Кошки в мае, стр. 4

Мы легли в час ночи. Не спать, но ждать рассвета, чтобы продолжить поиски. Это была одна из самых тяжелых ночей в моей жизни. И не только из-за Шебы, чье изуродованное тельце, казалось мне, валяется в лисьей норе. Но и из-за Чарльза, который то объяснял, что задушит проклятую лису собственными руками, когда поймает, то вспоминал таинственную детскую коляску, которую в сумерках катили вверх по склону — чем больше он о ней думает, твердил он, тем все больше убеждается, что Шебу похитили. И из-за урагана, который бушевал у кровати, точно у мыса Горн, потому что все двери и окна в доме были открыты настежь, чтобы мы услышали, если она позовет. И в немалой степени из-за Соломона, который в два часа ночи принялся во весь голос завывать в свободной комнате.

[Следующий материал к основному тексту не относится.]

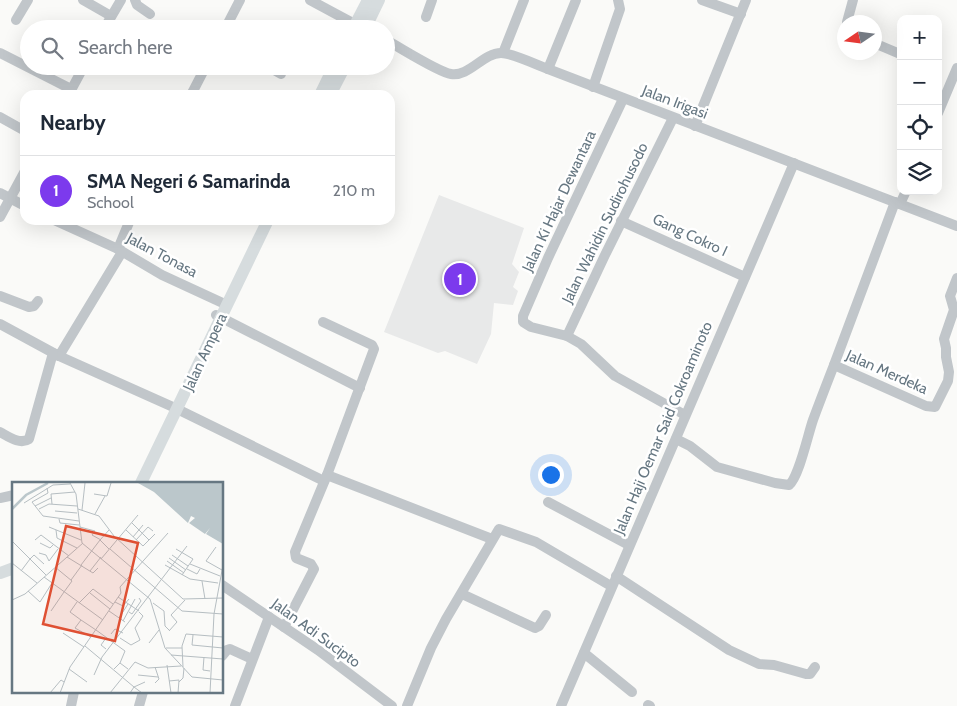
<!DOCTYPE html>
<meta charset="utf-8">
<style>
body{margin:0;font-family:Cabin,sans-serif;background:#f6f6f7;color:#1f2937}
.controls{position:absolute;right:15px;top:15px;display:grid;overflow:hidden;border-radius:10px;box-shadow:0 5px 20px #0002}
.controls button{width:45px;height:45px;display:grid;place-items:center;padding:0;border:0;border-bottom:1px solid #e0e1e3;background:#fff;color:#1f2937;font:25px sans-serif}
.compass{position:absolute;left:837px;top:15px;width:45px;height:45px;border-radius:50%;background:#fff;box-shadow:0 5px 20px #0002;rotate:257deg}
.you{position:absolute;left:550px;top:474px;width:18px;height:18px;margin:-12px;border:4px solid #fff;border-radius:50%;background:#1a73e8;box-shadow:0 0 0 8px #1a73e833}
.badge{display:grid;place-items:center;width:32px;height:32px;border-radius:50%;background:#7c3aed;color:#fff;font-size:16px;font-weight:700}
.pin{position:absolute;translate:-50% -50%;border:2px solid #fff;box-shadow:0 1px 5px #0006}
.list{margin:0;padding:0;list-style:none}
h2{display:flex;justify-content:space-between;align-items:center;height:65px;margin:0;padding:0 20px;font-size:21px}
h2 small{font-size:16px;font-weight:400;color:#747a83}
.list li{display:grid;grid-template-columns:32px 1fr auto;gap:15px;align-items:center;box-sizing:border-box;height:70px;padding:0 20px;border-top:1px solid #e0e1e3}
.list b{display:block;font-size:19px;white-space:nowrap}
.list p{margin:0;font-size:16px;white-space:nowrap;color:#747a83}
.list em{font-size:16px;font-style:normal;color:#747a83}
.icon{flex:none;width:28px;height:28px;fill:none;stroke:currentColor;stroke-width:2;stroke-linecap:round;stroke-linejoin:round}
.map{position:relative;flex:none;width:957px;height:706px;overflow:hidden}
.search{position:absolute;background:#fff;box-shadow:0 5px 20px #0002;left:20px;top:20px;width:375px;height:55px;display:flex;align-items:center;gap:12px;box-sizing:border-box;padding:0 18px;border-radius:28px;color:#747a83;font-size:19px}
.panel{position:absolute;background:#fff;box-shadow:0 5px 20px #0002;left:20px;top:90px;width:375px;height:135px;border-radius:15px}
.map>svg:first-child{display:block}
.built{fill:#e8e9e9}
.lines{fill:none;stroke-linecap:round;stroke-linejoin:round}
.minor{stroke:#c1c6ca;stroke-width:10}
.major{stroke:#d6dcde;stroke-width:12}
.labels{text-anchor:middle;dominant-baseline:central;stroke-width:5;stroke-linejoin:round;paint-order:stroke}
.street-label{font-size:15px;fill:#667782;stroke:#fff}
.inset-river{fill:none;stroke:#bbc7cb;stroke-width:2.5}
.inset-road{fill:none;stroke:#b6bec2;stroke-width:1}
.view{fill:#df5033;fill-opacity:0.15;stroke:#df5033;stroke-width:2.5}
.inset-edge{fill:none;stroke:#667782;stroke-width:2.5}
</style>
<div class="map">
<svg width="957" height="706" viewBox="0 0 957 706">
<rect width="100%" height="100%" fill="#fafaf8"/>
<path class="built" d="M439 195 524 228 512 264 519 272 513 287 518 291 513 305 494 303 491 334 477 364 445 351 438 353 384 332Z"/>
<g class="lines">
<g class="minor">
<path d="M83 0 111 16"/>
<path d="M135 0 137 5 150 14"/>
<path d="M310 0 362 28"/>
<path d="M702 0 741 14"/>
<path d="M426 17 432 0"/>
<path d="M16 20 28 0"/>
<path d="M847 22 853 0"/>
<path d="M104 29 121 0"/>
<path d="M225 29 240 0"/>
<path d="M386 40C401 48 438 72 451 74 469 77 483 53 501 53 512 53 537 65 548 69L957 226"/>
<path d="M874 43 900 54"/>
<path d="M0 53 71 89"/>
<path d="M503 53 524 0"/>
<path d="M267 66 281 74"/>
<path d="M548 69 576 0"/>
<path d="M593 87 620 9 618 0"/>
<path d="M69 94 84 66"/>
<path d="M191 95 206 66"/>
<path d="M623 99 548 258 523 316V322L531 327 567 336 581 344 615 376 685 415"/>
<path d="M938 113 957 68"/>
<path d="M0 117 25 131"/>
<path d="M695 126 746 0"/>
<path d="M0 193 25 206"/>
<path d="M895 202 834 365 926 406 935 407 948 381 949 372 946 357V348L944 339 954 310 950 296 957 278"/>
<path d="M900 204 906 191"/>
<path d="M0 217 25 171"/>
<path d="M54 220 118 249 162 275 227 305"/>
<path d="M621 221 745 277"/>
<path d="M118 249 130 220"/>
<path d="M0 296 29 307 34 306 38 301"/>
<path d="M216 315 360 388"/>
<path d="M0 324 59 356 122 252"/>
<path d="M567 336 605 255 673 118"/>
<path d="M59 356 173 407 324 481"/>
<path d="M0 432C9 437 20 445 29 439L53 353"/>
<path d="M676 439 690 446 717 467 775 483 789 485C799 477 808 434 813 420 820 401 827 383 834 365"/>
<path d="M327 475 492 539"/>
<path d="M0 498 14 495"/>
<path d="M548 502 629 545"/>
<path d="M616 576 729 650 759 664 774 665 806 674H810L815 667"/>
<path d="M222 585 318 650 392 706"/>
<path d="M462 594 535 628 539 626 546 615"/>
<path d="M284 627 314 569 311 564 296 558 295 552 327 475 374 349 372 345 323 322"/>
<path d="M584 653 632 692"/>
<path d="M222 656 227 650 230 649 252 659"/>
<path d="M648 705 650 706"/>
<path d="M71 706 74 692"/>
<path d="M139 706 143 692"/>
<path d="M235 706 269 617"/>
<path d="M407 706 431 648 446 619 499 529 536 542 611 586"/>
<path d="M561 706C638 524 717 344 794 163"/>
</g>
<g class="major">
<path d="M353 29 368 0"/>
<path d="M365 29 379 0"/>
<path d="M320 95 334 66"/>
<path d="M330 95 345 66"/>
<path d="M141 483 268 220"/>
<path d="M0 573 14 568"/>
</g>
</g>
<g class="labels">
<g class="street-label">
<text transform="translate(675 102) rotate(21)">Jalan Irigasi</text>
<text transform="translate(559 201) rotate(-65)">Jalan Ki Hajar Dewantara</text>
<text transform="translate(605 223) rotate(-64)">Jalan Wahidin Sudirohusodo</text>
<text transform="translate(690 235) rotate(25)">Gang Cokro I</text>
<text transform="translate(162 255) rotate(28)">Jalan Tonasa</text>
<text transform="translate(205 352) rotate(-65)">Jalan Ampera</text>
<text transform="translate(887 372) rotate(24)">Jalan Merdeka</text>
<text transform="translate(663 428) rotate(-67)">Jalan Haji Oemar Said Cokroaminoto</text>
<text transform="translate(316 633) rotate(36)">Jalan Adi Sucipto</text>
</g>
</g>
<g transform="translate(12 482)">
<rect width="211" height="211" fill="#fafaf8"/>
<path d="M126 1H211V62L194 52 198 46 193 52 177 41 183 36 179 34 176 41 142 10Z" fill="#bbc7cb"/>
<path class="inset-river" d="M0 27 14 13 36 1"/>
<path class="inset-road" d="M58 1 64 12 70 61 138 117 153 166 180 195 211 198M35 6 36 11 20 20 31 34 67 39M82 12 95 14 99 1M12 21 41 3 58 2M40 22 39 12 63 10M23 24 39 16M27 27 37 22 65 24M66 27 87 34 102 54 171 117 211 116M70 28 73 1M43 29 65 31M83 32 93 14M47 37 48 41 67 43M120 41 137 58M37 45 69 58M68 45 83 49 80 53 89 58M44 48 45 56 65 66M97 48 88 58 97 67M114 48 131 64 143 52M121 55 131 43M23 58 29 53 57 74M124 58 136 45 141 49M0 59 34 93M28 61 38 66 41 63M204 65 194 79 210 88M98 67 170 129 211 132M164 67 181 77 170 93M27 71 34 73 37 79 46 67M160 73 176 84M55 75 81 91 86 86M157 76 174 88M18 77 22 73 32 82M89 77 126 33M155 79 172 91M0 81 25 101M178 82 208 94M69 83 88 58M153 83 178 97 206 101M43 85 60 99 52 110M175 87 185 92 188 87M9 89 18 77M78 89 89 75M32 95 91 138M59 98 70 83M190 99 193 117M16 109 28 120 40 101M78 111 98 127M106 115 127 129M0 118 13 112 71 61M65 120 58 130 69 138M103 120 111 124 117 117M67 121 81 107 101 122M141 121 152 129 153 144 158 149M39 129 52 110M97 129 113 140M117 130 120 132 129 119 127 116M107 136 116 122M111 139 123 117M84 148 113 169 108 181M157 149 165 140 159 133 173 118M51 151 72 165M99 152 103 147 111 151M181 153 180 163 211 166M79 155 63 146 69 138 84 148M108 156 119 163 128 158 123 146 131 134 127 130M137 161 147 148M73 164 122 205 133 200M154 166H170M94 167 89 163 94 156M159 173 211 177M192 175 191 188 198 189M155 183 159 211M143 185 147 197 143 201M171 185 170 164 174 152 211 155M57 187 75 200M102 187 108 181 116 187M82 193 90 175 175 64M126 193 146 195M157 199 167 198 166 211M167 200 171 196 172 186M38 211 49 198 52 200M48 211 58 185 109 111 108 105 156 51M98 211 123 180 136 186 169 184M118 211 122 205 130 211M198 211 202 132 211 83"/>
<path class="view" d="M54 44 126 61 103 159 31 142Z"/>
<rect width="211" height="211" class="inset-edge"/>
</g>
</svg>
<div class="controls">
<button>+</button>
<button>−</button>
<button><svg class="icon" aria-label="locate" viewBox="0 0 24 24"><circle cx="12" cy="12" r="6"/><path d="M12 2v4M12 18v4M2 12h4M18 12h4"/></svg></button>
<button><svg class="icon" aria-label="layers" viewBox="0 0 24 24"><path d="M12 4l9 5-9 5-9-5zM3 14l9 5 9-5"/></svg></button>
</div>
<svg class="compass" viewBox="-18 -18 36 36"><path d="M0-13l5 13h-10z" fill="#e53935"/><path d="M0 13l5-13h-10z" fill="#747a83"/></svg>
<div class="you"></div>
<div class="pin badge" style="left:460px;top:279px">1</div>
<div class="search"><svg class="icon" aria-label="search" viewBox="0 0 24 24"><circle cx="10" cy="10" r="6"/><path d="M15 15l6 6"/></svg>Search here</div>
<section class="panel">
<h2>Nearby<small></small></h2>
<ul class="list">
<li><span class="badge">1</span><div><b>SMA Negeri 6 Samarinda</b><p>School</p></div><em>210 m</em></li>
</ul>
</section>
</div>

— Бедный малыш! — сказал Чарльз, когда после особенно пронзительного вопля мы решили забрать его к себе, пока он не разбудил всю долину.

— Он тоже без нее места себе не находит, — сказал Чарльз, когда Соломон с обиженным хмыканьем вошел в спальню и подозрительно заглянул под кровать. Естественно, ничего подобного. Соломона просто язвила мысль, что Шеба с нами, а он нет. И, убедившись, что ее нигде не видно, он устроился поуютнее с головой у меня на плече и вскоре захрапел, как свинья. Чуть позже храп сменился непрерывным скрежетом зубовным. Ему снился счастливый сон, как в будущем он каждый вечер будет съедать ужин Шебы, а не только свой. И, лишая нас всякой возможности услышать ее призывы, Соломон продолжал сладко спать.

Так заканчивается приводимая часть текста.